Moving Average Convergence-Divergence (MACD)
MACD was devised by Gerald Appel and became popular immediately because it creates a momentum indicator out of moving averages, which are by their nature trend-following. With the MACD, you get two of the three technical features you need, missing only volatility.
MACD is the single most reliable indicator in Forex on the daily chart. That does not mean it is the best trading guide, since most traders are not trading on a multi-day timeframe, but it does mean that when you trade contrary to the daily MACD signal, you should have a good reason.
The core MACD concept takes a little getting used to. First, you subtract a long-term moving average (26-day exponential) from a shorter moving average (12-day exponential). This sounds backwards until you realize that if today’s prices are higher than the prices 26 days ago, your line is rising. That is the trend. However, for trading purposes, you need a signal generator, and that comes from a 9-day moving average of the MACD line you just built. When the signal line crosses the indicator line to the upside, it means your trend has accelerating momentum.
If you are a backtester, you are welcome to try other combinations of numbers. If you cut the number of periods in the moving averages, you will get a more responsive indicator. You can also apply MACD to charts other than the daily, like the 4-hour. Below the 4-hour, MACD’s famous reliability starts to fade.
If you are going to use only one indicator on your charts, you should choose this one.
MACD is always displayed in its own window. You can see the example chart below. The blue line is the MACD line and the red line is the signal line. This chart has two crossovers (arrows), both indicating that the change in direction should continue. In the second crossover, you can see the big pair of down-bars are followed by a small upside pullback — but the crossover is decisive and in fact, the pullback is your opportunity to add to a short position or to get in fast if you were late to the MACD party.

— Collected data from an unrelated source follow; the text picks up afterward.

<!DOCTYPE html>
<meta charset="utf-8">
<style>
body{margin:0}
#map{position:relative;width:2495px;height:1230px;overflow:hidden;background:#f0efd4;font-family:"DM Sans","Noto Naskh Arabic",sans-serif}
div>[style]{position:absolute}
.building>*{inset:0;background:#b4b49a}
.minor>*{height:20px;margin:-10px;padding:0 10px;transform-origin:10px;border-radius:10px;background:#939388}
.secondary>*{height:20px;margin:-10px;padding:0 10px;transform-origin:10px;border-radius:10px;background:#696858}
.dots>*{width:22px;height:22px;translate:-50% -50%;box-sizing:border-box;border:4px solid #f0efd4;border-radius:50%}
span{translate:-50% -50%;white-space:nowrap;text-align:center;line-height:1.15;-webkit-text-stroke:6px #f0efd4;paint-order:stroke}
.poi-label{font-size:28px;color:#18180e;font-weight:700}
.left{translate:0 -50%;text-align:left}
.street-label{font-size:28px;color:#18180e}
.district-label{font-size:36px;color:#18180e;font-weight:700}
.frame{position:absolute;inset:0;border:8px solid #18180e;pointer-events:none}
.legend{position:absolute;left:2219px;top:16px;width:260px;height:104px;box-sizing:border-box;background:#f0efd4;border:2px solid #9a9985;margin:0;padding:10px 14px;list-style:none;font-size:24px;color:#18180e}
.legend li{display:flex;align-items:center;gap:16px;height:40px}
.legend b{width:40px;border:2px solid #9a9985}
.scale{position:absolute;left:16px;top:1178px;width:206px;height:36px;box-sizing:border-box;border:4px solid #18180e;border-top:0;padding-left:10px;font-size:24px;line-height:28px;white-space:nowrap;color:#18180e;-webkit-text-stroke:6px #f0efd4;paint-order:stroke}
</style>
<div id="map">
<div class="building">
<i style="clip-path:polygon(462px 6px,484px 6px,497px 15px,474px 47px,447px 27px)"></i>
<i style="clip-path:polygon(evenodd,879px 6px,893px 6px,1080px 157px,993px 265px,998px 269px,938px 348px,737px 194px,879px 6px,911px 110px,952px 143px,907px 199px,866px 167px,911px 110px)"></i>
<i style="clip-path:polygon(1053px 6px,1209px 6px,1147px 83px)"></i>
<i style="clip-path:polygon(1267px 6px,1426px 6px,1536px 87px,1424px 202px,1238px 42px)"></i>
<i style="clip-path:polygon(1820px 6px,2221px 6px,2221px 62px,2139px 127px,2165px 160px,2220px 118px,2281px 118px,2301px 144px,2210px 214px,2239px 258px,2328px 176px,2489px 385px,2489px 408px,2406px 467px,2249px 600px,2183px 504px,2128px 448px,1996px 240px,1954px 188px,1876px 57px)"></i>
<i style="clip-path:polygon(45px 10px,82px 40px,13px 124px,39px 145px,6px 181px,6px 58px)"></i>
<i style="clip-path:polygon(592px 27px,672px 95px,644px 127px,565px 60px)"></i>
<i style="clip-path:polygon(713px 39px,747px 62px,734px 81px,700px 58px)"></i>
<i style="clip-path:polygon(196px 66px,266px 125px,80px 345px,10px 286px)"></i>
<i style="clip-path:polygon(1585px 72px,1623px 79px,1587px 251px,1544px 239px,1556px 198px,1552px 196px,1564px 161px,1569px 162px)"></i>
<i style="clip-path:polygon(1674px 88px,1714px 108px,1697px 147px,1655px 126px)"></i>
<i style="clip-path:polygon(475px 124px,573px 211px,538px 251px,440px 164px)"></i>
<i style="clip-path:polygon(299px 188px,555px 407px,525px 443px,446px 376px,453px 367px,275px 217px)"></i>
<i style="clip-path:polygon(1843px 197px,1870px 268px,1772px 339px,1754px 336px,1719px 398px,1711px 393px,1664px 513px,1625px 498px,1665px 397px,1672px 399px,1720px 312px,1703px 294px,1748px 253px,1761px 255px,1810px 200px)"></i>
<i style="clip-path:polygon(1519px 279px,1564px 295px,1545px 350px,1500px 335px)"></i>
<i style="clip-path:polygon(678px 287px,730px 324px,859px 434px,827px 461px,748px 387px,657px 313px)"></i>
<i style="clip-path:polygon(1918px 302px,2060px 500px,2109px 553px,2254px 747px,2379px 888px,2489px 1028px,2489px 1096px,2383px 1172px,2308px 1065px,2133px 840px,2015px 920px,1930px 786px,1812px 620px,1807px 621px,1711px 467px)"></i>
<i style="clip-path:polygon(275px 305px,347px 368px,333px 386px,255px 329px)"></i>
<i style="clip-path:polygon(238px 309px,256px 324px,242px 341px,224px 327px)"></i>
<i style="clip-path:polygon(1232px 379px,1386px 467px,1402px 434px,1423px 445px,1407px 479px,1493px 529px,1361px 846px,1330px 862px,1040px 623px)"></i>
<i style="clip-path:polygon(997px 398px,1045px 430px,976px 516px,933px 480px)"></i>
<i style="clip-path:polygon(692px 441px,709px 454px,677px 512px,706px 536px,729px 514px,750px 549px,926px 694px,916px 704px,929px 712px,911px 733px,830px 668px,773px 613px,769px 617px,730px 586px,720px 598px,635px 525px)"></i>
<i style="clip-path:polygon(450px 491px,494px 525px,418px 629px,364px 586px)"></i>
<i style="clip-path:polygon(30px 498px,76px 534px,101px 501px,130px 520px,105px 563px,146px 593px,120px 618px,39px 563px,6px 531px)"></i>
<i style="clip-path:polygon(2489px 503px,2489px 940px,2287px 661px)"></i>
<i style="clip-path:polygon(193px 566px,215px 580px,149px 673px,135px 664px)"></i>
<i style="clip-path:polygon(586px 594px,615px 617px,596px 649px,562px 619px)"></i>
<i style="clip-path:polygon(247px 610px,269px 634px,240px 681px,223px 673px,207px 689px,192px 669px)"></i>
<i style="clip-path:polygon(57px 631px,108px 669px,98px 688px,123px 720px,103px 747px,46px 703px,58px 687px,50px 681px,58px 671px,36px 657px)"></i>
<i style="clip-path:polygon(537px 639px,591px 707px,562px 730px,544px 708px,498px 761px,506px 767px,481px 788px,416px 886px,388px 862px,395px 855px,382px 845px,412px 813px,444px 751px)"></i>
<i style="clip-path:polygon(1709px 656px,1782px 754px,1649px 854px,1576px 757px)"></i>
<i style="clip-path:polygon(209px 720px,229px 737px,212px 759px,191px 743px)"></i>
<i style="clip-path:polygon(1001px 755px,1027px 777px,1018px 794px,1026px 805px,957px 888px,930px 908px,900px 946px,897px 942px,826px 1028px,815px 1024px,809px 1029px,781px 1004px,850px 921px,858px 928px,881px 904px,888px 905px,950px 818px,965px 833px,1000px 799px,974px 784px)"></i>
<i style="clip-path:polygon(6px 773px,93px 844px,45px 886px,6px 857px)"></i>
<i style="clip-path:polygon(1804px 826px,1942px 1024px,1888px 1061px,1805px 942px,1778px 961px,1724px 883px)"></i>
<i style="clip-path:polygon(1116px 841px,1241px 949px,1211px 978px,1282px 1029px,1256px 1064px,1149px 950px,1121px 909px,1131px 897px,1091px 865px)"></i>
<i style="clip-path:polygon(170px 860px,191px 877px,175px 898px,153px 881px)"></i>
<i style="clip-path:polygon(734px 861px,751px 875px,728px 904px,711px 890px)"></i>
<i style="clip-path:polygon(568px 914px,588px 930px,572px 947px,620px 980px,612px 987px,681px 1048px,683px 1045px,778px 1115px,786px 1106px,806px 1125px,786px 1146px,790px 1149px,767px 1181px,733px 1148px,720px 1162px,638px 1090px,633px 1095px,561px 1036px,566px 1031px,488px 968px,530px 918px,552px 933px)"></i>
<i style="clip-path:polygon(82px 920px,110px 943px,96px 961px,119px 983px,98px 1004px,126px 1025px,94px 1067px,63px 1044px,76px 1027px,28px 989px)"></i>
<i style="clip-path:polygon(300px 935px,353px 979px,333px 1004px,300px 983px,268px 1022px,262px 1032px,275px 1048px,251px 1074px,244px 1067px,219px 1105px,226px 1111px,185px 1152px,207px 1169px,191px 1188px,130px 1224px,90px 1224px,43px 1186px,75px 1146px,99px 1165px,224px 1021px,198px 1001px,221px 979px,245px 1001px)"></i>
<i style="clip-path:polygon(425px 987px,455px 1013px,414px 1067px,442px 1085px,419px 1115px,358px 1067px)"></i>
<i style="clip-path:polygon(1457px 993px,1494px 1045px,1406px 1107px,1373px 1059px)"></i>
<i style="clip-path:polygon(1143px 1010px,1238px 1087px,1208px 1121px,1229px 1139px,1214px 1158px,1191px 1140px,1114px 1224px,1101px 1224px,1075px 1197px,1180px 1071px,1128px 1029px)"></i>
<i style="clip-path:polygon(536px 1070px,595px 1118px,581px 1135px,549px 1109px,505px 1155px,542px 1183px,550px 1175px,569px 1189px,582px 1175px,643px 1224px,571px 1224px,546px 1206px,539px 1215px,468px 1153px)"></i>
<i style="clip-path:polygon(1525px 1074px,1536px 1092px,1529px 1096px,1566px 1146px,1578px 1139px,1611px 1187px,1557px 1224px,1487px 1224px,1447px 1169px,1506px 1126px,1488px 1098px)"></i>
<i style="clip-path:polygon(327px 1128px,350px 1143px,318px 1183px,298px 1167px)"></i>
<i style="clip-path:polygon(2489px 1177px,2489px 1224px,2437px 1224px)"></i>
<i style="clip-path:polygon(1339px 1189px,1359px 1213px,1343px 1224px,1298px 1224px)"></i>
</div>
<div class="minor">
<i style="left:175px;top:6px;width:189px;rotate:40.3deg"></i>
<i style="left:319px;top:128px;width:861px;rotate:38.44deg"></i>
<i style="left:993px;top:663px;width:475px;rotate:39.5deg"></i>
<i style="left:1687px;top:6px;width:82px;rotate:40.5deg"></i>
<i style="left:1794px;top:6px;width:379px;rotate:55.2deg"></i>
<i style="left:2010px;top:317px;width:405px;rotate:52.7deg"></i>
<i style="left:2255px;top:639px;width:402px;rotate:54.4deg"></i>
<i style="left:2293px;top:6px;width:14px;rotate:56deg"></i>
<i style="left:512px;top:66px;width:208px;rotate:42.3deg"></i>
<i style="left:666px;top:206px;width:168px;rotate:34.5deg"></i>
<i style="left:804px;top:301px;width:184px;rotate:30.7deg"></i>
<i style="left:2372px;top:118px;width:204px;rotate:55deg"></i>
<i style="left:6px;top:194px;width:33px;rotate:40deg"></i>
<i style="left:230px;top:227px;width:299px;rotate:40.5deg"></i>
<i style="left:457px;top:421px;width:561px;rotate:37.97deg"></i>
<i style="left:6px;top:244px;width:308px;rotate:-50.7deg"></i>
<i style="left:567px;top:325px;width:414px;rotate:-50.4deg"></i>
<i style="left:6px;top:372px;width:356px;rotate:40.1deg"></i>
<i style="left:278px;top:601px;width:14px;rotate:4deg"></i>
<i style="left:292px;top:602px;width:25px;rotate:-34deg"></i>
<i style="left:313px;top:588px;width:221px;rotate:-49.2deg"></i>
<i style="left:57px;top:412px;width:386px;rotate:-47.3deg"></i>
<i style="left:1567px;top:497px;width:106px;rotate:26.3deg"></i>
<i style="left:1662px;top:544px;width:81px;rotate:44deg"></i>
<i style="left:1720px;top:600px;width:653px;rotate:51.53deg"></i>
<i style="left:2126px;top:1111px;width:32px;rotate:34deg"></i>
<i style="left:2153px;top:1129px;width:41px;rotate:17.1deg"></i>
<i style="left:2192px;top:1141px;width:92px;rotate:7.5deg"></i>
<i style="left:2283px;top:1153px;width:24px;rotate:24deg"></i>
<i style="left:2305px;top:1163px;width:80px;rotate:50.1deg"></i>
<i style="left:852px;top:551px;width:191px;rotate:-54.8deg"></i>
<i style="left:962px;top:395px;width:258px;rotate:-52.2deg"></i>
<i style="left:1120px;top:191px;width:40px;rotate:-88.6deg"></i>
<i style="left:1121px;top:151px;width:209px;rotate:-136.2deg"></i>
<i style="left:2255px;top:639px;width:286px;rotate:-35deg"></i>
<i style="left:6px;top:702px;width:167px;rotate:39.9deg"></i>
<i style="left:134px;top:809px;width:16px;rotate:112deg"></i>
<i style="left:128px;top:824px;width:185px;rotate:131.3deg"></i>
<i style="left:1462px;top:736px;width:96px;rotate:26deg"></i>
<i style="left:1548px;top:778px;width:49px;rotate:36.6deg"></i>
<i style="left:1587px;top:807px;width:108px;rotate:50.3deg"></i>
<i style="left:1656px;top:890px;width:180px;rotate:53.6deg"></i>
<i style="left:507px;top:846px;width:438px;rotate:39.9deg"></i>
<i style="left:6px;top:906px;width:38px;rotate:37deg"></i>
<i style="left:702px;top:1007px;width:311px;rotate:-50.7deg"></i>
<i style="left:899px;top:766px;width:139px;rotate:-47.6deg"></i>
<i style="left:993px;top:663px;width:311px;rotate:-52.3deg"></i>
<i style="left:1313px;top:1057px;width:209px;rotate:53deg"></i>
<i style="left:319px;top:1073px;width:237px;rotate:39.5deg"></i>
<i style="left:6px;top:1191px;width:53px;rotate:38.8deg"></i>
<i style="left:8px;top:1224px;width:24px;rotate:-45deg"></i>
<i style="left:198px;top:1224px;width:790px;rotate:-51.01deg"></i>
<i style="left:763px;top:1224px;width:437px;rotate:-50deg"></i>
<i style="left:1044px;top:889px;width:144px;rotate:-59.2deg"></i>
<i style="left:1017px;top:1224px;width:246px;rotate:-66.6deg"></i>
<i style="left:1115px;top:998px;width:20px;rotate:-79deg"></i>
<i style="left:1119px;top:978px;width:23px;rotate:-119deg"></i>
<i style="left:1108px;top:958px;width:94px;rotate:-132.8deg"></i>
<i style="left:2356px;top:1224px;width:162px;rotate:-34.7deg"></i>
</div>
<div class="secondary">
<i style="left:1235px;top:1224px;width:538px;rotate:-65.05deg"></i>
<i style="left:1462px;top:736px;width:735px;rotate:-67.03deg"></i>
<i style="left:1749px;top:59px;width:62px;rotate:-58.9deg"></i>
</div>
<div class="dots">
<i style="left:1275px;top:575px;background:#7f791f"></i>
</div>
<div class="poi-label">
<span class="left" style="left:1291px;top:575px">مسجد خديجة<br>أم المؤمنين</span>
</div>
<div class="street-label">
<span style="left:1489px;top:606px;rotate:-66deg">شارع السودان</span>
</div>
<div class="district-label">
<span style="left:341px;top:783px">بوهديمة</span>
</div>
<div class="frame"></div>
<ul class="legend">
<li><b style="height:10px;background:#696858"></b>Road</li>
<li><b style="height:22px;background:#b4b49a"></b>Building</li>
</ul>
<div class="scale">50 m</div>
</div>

You can also see a histogram version of the MACD line in purple in the MACD window. The histogram is the simple arithmetic mean of the MACD line and there is no signal line per se — the zero line represents the signal line.
The Zero Line
The zero line forms when the 12-day EMA is exactly equal to the 26-day EMA. When the MACD line crosses above the zero line, it means the 12-day is higher than the 26-day and therefore the sign is positive. This is the buy signal. And when the MACD line crosses below the zero line, it is a sell signal. This means the MACD indicator actually gives you two buy/sell signals — the zero line crossover and the signal line crossover.
There is a certain amount of controversy surrounding whether you need both the MACD signal crossover and the zero line crossover. Traders in a hurry to put on a trade will take the signal crossover whether the zero line is crossed or not — or the zero line crossover whether there is a signal line crossover or not, and perhaps add to the position once the other buy/sell criterion is met. Risk-averse traders want both and will wait for the other crossover, possibly risking the gain to be had from the first part of the move (where gains tend to be bigger in Forex because of the bandwagon effect). It is important to remember that the signal line, as a 9-day moving average of the MACD line, is by its very nature a lagging indicator, and a lagging indicator that trails another lagging indicator. Depending on the currency and conditions, you may get the zero line crossover several periods sooner than the signal crossover, or you may get the signal crossover faster than the zero line crossover.
Convergence and Divergence
The terms convergence and divergence refer to the MACD line and signal line, but you can refine your use of MACD beyond the buy/sell signal. When the MACD line is continuing to rise but the underlying price bars are already falling, you assume upward momentum has been lost and want to be on the lookout for a signal change. However, beware — a bearish divergence like this can easily occur in an uptrend. You may still have a strong uptrend, and MACD is merely telling you that initial momentum is fading a bit.
MACD is not used for identifying overbought and oversold levels, for which we have other specific indicators, but you will observe that the MACD line tends to peak and bottom at certain levels on any particular timeframe. Since the MACD line is literally an arithmetic line and not standardized to oscillator form (i.e., with a base of zero to 100), this is an interesting oddity. You will also notice that like any other moving average indicator, MACD is the most effective in a trending market. When your currency is trading sideways in a narrow range, MACD is not as useful as other indicators.